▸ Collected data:
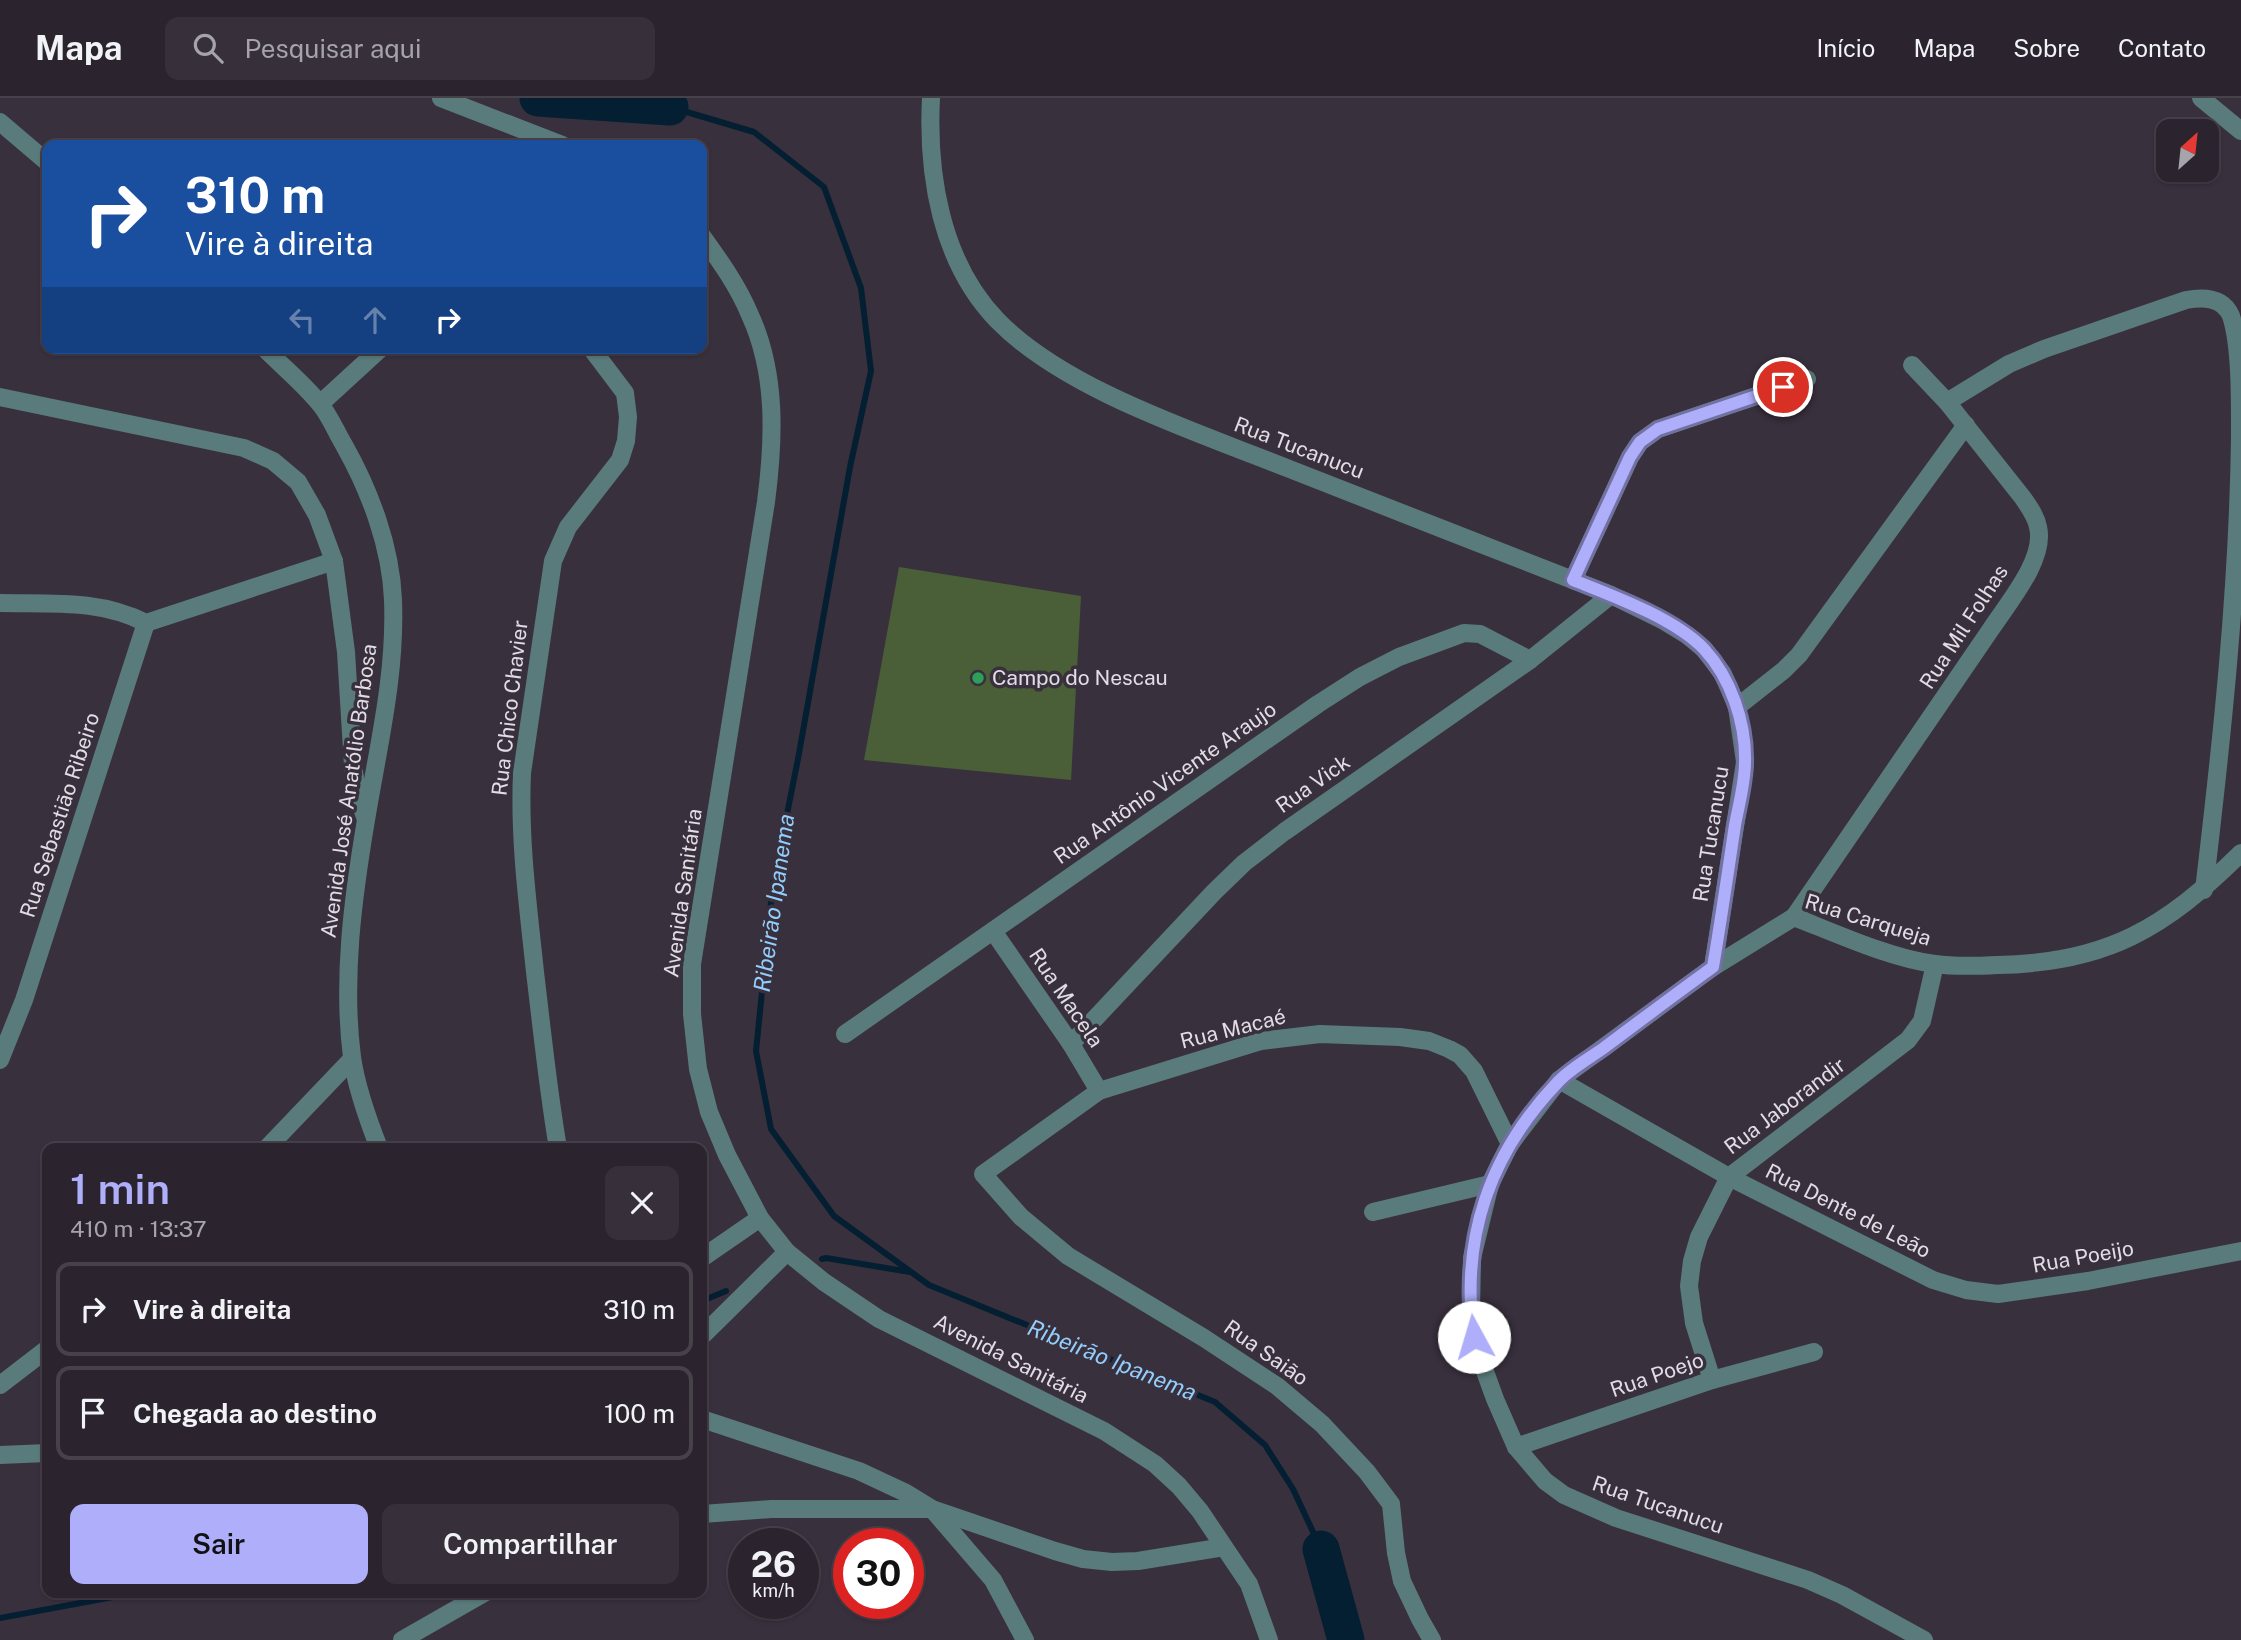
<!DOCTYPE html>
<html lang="pt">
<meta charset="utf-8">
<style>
body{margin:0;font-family:"Public Sans",sans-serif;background:#37303a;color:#f1f3f6;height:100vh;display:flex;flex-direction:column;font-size:26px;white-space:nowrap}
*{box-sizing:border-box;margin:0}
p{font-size:23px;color:#a6a4aa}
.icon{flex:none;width:38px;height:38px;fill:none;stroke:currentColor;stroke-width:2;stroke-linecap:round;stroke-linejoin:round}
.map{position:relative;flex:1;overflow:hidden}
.drawer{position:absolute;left:42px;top:1045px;width:665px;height:455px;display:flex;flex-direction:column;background:#2b242e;border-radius:14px;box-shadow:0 2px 5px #0004,0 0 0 2px #47414a}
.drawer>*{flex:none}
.hud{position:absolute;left:42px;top:42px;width:665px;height:214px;border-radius:14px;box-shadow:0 2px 5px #0004,0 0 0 2px #47414a;background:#1a4fa0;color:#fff;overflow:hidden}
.needle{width:46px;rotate:27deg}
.controls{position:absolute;left:2156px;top:21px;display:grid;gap:14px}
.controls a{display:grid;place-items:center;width:63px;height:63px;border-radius:14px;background:#2b242e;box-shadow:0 2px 5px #0004,0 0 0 2px #47414a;font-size:35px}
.speed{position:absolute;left:728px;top:1430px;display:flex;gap:14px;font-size:35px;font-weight:700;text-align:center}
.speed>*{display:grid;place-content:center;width:91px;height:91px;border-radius:50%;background:#2b242e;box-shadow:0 2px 5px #0004,0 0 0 2px #47414a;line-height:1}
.speed small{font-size:18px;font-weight:400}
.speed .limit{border:10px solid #d22;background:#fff;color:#111}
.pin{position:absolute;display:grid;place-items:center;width:60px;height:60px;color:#fff;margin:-30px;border:4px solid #fff;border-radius:50%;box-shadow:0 2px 7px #0007}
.me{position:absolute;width:77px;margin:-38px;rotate:354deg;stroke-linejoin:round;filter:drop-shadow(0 0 5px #0008)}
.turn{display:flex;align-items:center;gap:24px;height:147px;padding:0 28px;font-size:32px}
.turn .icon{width:91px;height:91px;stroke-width:2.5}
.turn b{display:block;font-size:49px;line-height:60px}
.lanes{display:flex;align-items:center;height:66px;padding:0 28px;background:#0003;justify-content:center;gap:35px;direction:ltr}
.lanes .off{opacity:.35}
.round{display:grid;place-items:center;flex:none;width:74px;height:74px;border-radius:14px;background:#37303a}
.head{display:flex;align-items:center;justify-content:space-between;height:119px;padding:0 28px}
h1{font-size:42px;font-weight:600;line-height:52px;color:#aeaefa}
.primary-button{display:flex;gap:14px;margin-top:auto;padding:14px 28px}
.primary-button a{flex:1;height:80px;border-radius:14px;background:#aeaefa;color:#111;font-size:28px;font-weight:600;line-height:80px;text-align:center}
.primary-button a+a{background:#37303a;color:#f1f3f6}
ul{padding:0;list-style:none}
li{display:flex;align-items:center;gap:21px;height:94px;margin:0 14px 10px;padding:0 14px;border:4px solid #47414a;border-radius:14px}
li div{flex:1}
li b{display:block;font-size:26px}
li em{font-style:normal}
header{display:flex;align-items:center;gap:42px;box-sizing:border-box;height:98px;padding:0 35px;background:#2b242e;border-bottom:2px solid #47414a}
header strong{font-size:33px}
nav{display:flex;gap:38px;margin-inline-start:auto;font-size:24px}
.search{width:490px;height:63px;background:#37303a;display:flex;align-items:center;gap:18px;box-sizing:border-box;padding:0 24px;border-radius:14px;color:#a6a4aa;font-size:26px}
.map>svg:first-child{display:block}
.green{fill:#4a5f38}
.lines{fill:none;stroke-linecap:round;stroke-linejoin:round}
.stream{stroke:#041f32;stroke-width:6}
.river{stroke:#041f32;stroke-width:37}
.minor{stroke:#5a7b7b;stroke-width:18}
.route-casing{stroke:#7171a2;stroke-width:18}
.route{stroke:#aeaefa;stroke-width:12}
.leisure-dot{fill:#2e9e5b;stroke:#39303d;stroke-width:2.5}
.labels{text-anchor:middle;stroke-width:7;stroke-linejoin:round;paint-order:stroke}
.street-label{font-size:21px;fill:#e2dde5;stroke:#39303d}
.poi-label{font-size:21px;fill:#e2dde5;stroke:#39303d;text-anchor:start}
.water-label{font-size:23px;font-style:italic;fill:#93cdfc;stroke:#39303d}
</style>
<header>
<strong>Mapa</strong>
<div class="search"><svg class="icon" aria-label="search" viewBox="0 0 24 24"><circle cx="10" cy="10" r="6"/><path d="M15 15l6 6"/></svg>Pesquisar aqui</div>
<nav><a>Início</a><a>Mapa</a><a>Sobre</a><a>Contato</a></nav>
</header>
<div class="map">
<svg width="2241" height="1542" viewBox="0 0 2241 1542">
<rect width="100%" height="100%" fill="#39303d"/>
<path class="green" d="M899 469 1081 498 1071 682 864 662Z"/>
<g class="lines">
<g class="stream">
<path d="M670 9 754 34 824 89 861 190 871 273 850 369 798 661 773 786 756 953 771 1031 834 1118 929 1187 1215 1304 1265 1347 1293 1391 1321 1451"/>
<path d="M822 1161 826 1160 910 1174"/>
<path d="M702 1203 726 1193"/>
<path d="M0 1520 118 1498 159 1494"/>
</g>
<g class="river">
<path d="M538 0 670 9"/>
<path d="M1321 1451 1346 1542"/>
</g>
<g class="minor">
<path d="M441 0 562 47"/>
<path d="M931 0C927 77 941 164 997 222 1065 292 1197 334 1287 370 1395 412 1503 455 1611 497L1664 523 1687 537 1704 551 1723 576 1737 609 1745 664 1713 869 1559 982 1510 1046 1490 1086 1472 1160 1471 1216 1479 1257 1495 1301 1516 1349 1545 1383 1564 1397 1616 1420 1808 1482 1842 1497 1924 1542"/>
<path d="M2201 0 2241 33"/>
<path d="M0 24 47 64"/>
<path d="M702 138C720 163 738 188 750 217 777 276 774 342 766 404L692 866V916L698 971 709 1014 727 1057 760 1120 787 1154 824 1184 879 1221 1104 1333 1155 1366 1179 1388 1200 1413 1249 1486 1269 1542"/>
<path d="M264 250C282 268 304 286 320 306 330 318 336 334 344 347 370 393 391 449 393 502 396 577 378 649 366 722 353 799 342 881 352 959 356 988 368 1022 379 1050"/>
<path d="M0 299 244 350 273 363 298 384 317 417 334 463 346 554 353 668 358 698 365 719"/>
<path d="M1947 304 2009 266 2044 251 2186 202C2203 199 2223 199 2231 218 2241 248 2240 307 2240 340 2238 491 2222 641 2204 792"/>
<path d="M320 306 381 250"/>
<path d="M1573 482 1630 359 1640 344 1658 331 1807 281"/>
<path d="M0 505C50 506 100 501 146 525"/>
<path d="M146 525 334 463"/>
<path d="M1737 609 1784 572 1799 557 1966 327"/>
<path d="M1794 819 1991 531C2008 505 2046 461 2038 429 2036 418 2029 409 2023 400L1947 304 1912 267"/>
<path d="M993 833 1071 946 1099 993"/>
<path d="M1713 869 1794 819C1835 835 1892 861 1935 866 1955 869 1978 868 1998 867 2107 865 2165 830 2241 755"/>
<path d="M845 936 1318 606 1360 579 1399 559 1464 535 1480 536 1530 562"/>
<path d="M1071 946 1214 794 1244 765 1284 734 1530 562 1611 497"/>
<path d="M0 962 24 902 146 525"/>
<path d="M1559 982 1729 1079 1933 1182 1966 1192 1998 1196 2088 1183 2241 1153"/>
<path d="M267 1050 352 961"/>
<path d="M558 1050C548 992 542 932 535 874 528 807 519 742 522 675L553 463 568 429 620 362 626 343 628 319 625 295 591 250"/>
<path d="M1373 1114 1490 1086"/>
<path d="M702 1160 760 1120"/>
<path d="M702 1238 787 1154"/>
<path d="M1712 1282 1694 1225 1689 1188 1692 1163 1699 1139 1729 1079 1908 942 1922 923 1935 866"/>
<path d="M0 1287 47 1251"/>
<path d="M702 1321 859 1373 906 1395 932 1411 993 1482 1025 1542"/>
<path d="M1516 1349 1712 1282 1814 1254"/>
<path d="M0 1357 47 1355"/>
<path d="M702 1416 771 1411H932L1055 1453 1083 1461 1112 1464 1138 1463 1224 1449"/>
<path d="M402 1542 486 1494"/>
<path d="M1432 1542 1420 1521 1402 1483 1396 1455 1391 1406 1367 1374 1322 1326 1277 1288 1204 1240 1068 1158 1021 1119 983 1076 1099 993 1261 943 1320 936 1400 939 1429 943 1449 951 1460 957 1474 973 1510 1046"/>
</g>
</g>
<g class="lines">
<defs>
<path id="route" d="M1474 1239C1460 1141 1490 1055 1558 984 1571 970 1590 960 1605 949 1641 922 1677 895 1713 869 1721 822 1728 774 1735 727 1739 706 1745 684 1745 664 1746 625 1731 580 1704 551 1674 520 1613 498 1573 482L1630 359 1640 344 1658 331 1783 289"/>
</defs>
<use href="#route" class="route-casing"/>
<use href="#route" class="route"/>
</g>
<circle class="leisure-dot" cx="978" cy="580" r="7"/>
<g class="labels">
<g class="street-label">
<text transform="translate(1299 350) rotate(21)" y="7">Rua Tucanucu</text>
<text transform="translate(1964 529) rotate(-57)" y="7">Rua Mil Folhas</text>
<text transform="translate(510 610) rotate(-83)" y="7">Rua Chico Chavier</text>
<text transform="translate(1165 685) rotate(-35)" y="7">Rua Antônio Vicente Araujo</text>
<text transform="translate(1313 686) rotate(-35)" y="7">Rua Vick</text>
<text transform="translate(349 693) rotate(-82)" y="7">Avenida José Anatólio Barbosa</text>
<text transform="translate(60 717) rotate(-72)" y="7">Rua Sebastião Ribeiro</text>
<text transform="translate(1711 736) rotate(-81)" y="7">Rua Tucanucu</text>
<text transform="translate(683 795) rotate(-82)" y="7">Avenida Sanitária</text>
<text transform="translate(1868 822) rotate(17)" y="7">Rua Carqueja</text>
<text transform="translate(1066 900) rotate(56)" y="7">Rua Macela</text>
<text transform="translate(1233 931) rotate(-14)" y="7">Rua Macaé</text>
<text transform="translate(1785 1008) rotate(-37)" y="7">Rua Jaborandir</text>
<text transform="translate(1848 1113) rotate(27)" y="7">Rua Dente de Leão</text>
<text transform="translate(2083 1159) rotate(-10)" y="7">Rua Poeijo</text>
<text transform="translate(1266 1255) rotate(35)" y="7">Rua Saião</text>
<text transform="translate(1011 1261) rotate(27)" y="7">Avenida Sanitária</text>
<text transform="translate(1657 1277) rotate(-19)" y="7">Rua Poejo</text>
<text transform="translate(1658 1407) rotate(19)" y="7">Rua Tucanucu</text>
</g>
<g class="poi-label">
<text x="992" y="587">Campo do Nescau</text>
</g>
<g class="water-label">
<text transform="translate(774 805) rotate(-82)" y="8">Ribeirão Ipanema</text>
<text transform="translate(1112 1262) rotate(22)" y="8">Ribeirão Ipanema</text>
</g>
</g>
</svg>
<div class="controls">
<a><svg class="needle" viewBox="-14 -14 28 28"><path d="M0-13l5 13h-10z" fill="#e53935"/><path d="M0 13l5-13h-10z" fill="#a6a4aa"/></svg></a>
</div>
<div class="speed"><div>26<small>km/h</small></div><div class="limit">30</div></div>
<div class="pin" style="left:1783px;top:289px;background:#d93025"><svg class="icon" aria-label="arrive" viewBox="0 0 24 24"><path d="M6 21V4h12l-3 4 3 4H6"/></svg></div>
<svg class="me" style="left:1474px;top:1239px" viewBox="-20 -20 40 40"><circle r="19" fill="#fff"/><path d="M0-13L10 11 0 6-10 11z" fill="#aeaefa"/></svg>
<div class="hud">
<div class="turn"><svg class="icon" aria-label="right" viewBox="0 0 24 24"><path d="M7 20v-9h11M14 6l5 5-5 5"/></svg><div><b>310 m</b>Vire à direita</div></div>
<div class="lanes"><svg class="icon off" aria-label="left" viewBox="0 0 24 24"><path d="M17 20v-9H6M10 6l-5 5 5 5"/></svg><svg class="icon off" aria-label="ahead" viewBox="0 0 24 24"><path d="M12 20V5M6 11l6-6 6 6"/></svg><svg class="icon" aria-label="right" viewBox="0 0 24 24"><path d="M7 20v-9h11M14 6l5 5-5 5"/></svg></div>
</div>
<section class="drawer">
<div class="head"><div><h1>1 min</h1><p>410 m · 13:37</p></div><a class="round"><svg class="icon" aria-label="close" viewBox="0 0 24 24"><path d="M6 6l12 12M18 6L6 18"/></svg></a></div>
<ul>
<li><svg class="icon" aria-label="right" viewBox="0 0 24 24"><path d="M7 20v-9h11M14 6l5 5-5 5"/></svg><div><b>Vire à direita</b></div><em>310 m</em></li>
<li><svg class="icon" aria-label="arrive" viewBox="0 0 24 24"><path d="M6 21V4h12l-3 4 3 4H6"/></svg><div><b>Chegada ao destino</b></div><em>100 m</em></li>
</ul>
<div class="primary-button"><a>Sair</a><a>Compartilhar</a></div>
</section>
</div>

▸ Activity: Count every line of the records that includes "small", and give that number with no other words.

▸ Answer space: 2